Entries provided>
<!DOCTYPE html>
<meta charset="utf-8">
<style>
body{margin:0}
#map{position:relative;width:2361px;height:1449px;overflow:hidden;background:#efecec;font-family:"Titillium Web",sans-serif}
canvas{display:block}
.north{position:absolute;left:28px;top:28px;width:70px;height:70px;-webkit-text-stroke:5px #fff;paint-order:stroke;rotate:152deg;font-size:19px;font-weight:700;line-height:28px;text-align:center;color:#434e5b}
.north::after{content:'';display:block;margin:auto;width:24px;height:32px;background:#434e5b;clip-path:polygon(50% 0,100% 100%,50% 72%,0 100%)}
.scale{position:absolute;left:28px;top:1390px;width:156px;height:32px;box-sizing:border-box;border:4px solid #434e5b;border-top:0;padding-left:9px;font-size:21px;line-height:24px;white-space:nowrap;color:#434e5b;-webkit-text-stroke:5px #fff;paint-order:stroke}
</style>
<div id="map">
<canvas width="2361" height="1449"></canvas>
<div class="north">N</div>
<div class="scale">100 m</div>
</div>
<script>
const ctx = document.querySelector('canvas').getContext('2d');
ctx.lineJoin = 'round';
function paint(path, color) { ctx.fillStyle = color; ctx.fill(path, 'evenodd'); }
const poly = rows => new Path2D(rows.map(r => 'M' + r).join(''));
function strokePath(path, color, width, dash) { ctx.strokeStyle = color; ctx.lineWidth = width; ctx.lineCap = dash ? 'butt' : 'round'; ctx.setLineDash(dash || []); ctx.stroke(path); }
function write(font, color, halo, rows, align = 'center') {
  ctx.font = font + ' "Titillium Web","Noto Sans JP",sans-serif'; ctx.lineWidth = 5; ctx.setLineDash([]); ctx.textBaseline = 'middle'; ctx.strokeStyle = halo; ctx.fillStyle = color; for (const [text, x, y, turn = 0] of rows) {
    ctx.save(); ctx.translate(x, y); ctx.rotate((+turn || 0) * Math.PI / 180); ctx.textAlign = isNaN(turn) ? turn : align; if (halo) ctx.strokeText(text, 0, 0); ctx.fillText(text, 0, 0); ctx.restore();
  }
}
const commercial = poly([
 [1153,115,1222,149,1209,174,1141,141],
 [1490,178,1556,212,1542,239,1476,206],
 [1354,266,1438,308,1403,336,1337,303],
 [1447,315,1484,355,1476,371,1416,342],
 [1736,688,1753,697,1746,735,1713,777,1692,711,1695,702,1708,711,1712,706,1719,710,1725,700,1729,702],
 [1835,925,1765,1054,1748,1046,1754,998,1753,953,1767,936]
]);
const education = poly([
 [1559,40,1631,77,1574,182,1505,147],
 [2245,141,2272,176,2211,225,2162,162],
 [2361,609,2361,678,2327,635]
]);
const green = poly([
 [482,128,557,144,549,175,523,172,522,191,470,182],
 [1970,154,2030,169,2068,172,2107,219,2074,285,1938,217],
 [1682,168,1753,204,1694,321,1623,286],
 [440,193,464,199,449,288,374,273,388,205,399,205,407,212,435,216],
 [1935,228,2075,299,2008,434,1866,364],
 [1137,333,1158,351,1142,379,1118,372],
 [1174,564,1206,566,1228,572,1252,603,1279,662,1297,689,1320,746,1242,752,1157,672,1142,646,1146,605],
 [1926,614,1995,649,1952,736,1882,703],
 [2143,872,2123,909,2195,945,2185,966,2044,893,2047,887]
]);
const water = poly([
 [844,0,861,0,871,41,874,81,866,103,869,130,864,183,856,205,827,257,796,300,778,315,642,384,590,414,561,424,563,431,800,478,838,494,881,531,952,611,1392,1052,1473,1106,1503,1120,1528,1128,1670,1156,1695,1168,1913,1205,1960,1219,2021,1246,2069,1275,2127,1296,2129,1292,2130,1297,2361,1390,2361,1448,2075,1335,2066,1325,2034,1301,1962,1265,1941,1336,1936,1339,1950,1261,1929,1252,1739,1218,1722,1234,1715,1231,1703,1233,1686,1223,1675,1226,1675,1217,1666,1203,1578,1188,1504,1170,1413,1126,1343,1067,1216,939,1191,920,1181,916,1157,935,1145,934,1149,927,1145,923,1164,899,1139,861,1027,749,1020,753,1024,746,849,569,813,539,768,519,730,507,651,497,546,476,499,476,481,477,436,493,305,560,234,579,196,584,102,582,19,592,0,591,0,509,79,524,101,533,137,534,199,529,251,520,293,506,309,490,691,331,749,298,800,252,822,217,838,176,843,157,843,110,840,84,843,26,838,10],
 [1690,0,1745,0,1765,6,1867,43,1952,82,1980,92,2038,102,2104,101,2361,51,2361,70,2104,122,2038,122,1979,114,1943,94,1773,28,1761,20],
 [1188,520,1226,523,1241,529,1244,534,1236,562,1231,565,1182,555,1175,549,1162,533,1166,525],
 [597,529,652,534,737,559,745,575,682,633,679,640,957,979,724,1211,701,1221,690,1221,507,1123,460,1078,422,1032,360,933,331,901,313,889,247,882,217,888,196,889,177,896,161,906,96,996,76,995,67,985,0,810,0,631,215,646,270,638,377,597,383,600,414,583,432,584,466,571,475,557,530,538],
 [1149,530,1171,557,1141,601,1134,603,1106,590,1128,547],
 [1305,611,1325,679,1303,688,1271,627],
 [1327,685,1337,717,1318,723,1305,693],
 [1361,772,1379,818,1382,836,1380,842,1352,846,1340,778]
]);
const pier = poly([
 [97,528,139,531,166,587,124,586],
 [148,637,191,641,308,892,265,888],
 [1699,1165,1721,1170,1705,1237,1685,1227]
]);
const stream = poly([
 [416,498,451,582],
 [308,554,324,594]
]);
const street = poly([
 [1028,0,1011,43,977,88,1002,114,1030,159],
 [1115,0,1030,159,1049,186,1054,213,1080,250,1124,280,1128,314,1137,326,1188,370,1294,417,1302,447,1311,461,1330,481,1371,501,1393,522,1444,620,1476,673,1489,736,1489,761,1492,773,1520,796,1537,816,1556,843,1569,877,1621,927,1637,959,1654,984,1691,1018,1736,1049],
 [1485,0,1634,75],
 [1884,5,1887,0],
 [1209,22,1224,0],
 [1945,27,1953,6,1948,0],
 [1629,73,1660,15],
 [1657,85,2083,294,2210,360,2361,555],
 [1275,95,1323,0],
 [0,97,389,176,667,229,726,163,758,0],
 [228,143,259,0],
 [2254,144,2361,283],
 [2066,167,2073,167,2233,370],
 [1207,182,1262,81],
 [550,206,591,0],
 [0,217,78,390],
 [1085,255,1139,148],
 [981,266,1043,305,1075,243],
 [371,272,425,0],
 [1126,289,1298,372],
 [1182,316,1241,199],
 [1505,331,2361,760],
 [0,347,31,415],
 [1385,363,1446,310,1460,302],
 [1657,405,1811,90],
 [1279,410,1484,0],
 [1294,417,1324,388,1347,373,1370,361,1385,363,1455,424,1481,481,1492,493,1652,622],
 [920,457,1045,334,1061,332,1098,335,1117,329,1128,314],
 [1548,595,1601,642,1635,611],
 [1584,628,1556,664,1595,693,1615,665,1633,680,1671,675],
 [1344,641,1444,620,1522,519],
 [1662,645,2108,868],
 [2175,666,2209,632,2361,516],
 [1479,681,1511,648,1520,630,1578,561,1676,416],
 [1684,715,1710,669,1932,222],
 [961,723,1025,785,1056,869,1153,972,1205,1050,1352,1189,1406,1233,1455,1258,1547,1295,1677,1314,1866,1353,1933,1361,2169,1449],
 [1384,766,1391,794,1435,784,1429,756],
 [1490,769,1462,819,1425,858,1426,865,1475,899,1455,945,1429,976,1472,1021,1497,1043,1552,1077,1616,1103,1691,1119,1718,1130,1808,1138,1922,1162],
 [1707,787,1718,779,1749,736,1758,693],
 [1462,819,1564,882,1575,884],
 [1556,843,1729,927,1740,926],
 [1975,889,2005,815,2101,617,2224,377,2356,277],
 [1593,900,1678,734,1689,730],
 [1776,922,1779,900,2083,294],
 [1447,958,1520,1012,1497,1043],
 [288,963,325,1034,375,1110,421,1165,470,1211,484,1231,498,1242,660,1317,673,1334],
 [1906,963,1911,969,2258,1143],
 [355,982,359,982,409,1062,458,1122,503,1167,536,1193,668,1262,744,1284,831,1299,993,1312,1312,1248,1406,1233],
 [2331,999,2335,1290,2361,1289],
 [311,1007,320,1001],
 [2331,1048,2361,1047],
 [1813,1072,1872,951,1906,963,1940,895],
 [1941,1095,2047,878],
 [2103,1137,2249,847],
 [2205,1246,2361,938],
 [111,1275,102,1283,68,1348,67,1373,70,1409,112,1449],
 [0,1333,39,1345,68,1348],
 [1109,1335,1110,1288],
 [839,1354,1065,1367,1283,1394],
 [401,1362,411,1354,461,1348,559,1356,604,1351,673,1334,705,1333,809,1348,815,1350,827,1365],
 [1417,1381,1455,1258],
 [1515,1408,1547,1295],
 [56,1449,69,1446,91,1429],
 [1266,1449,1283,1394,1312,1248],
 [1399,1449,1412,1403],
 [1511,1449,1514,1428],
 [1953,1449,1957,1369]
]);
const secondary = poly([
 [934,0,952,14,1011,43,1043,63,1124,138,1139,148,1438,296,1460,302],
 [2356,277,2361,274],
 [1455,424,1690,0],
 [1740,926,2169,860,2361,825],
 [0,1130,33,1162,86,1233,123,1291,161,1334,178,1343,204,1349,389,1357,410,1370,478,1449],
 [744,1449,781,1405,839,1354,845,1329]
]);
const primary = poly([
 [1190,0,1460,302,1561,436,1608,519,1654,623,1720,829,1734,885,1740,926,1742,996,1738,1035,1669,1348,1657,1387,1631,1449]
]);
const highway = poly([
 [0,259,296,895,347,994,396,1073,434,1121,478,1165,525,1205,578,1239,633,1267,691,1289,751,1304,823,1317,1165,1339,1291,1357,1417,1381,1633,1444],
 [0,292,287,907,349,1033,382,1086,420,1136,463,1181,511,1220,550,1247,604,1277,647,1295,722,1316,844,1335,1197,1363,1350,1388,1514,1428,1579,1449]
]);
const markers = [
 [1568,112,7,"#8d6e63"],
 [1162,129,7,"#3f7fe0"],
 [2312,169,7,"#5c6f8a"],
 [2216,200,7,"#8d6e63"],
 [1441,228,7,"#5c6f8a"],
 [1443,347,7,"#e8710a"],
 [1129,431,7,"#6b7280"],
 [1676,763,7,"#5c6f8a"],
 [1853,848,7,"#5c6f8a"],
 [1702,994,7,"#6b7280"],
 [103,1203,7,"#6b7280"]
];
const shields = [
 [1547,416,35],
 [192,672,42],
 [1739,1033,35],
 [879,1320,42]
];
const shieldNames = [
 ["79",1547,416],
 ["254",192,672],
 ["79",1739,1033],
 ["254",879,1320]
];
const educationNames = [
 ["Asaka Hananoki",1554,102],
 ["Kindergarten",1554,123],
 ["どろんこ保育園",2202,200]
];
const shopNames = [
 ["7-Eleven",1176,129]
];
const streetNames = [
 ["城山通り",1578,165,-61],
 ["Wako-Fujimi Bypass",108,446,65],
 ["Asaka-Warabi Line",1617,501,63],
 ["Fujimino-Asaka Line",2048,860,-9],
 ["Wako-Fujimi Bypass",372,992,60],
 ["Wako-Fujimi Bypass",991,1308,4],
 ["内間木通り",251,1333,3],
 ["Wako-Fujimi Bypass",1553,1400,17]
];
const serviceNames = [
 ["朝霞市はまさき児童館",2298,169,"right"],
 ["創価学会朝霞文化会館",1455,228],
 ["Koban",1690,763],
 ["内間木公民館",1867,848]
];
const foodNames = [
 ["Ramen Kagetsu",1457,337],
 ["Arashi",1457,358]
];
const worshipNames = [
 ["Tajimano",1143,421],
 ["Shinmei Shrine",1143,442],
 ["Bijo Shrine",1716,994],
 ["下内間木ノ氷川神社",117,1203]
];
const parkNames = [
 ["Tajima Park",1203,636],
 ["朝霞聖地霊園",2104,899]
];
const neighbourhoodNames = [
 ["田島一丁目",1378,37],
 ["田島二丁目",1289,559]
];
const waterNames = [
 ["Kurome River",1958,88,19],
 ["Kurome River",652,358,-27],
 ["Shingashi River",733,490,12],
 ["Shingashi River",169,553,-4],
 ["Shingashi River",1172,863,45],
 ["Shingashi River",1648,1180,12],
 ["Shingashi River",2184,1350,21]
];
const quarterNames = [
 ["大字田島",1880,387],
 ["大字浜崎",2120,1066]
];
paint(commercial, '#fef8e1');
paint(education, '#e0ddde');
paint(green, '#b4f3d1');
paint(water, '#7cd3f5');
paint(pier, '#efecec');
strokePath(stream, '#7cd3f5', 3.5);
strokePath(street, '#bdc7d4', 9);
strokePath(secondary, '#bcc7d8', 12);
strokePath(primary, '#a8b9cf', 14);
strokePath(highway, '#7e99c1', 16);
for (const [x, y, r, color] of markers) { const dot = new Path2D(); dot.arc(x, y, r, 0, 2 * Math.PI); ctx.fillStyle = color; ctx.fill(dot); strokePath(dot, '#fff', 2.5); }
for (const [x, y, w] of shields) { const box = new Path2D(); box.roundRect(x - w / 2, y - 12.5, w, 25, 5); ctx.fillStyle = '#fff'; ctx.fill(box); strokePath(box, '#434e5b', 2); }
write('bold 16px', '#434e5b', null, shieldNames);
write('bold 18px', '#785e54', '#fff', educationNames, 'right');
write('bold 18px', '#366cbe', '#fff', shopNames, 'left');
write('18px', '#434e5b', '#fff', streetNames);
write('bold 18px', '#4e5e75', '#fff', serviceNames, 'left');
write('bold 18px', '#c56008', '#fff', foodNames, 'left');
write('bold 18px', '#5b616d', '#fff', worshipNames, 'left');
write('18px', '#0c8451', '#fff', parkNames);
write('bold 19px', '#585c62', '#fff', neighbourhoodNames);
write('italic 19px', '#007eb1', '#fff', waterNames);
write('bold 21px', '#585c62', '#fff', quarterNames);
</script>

Assigned task>
The answer must be every line of the records that holds the string "strokeStyle".

Exercise result>
function strokePath(path, color, width, dash) { ctx.strokeStyle = color; ctx.lineWidth = width; ctx.lineCap = dash ? 'butt' : 'round'; ctx.setLineDash(dash || []); ctx.stroke(path); }
  ctx.font = font + ' "Titillium Web","Noto Sans JP",sans-serif'; ctx.lineWidth = 5; ctx.setLineDash([]); ctx.textBaseline = 'middle'; ctx.strokeStyle = halo; ctx.fillStyle = color; for (const [text, x, y, turn = 0] of rows) {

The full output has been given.